*Your assignment*
For the word "Amruth", state how many lines below contain it. Give no other text.

*Data records*

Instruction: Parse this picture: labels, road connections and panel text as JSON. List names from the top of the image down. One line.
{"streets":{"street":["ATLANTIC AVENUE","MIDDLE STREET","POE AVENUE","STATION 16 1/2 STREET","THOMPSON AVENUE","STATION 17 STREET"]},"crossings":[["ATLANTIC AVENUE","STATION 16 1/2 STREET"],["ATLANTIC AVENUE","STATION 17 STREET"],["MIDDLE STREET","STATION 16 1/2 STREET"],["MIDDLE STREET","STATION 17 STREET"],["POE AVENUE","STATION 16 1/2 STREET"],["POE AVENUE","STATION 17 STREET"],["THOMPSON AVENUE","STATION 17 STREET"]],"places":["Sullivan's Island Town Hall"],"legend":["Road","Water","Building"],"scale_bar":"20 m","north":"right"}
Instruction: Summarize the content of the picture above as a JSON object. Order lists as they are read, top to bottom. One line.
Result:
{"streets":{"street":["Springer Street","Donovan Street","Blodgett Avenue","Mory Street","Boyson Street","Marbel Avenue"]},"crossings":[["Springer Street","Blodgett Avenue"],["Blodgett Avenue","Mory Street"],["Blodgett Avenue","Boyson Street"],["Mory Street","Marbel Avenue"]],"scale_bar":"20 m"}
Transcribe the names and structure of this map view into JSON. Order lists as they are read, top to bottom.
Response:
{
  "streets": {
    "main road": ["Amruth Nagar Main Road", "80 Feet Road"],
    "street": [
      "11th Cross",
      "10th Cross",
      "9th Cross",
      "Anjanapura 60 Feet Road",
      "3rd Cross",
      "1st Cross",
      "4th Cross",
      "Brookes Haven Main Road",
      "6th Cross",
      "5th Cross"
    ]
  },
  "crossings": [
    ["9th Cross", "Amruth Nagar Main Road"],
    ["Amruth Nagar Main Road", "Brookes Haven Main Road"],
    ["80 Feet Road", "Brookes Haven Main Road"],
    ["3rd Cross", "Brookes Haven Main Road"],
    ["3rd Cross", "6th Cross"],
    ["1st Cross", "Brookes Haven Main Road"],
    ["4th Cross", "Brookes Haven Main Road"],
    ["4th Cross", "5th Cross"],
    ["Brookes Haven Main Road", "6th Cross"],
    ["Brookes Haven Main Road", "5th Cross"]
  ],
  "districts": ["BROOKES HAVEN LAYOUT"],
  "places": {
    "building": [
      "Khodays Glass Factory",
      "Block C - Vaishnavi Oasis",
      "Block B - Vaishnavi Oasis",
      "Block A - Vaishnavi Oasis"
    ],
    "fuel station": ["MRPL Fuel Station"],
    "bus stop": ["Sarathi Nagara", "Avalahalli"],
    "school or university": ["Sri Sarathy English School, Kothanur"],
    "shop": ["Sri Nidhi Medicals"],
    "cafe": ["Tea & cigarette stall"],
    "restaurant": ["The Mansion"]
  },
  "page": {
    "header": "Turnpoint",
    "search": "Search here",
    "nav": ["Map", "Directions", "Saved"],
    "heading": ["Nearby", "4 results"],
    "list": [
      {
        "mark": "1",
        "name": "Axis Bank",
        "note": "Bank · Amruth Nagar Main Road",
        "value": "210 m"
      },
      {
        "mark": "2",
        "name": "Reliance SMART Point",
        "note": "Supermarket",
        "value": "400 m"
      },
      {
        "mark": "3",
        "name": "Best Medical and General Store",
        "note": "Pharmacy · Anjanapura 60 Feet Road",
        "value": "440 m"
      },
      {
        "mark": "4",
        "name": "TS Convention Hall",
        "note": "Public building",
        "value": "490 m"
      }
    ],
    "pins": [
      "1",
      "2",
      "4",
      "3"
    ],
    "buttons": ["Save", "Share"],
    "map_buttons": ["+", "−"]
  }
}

*Problem solution*
4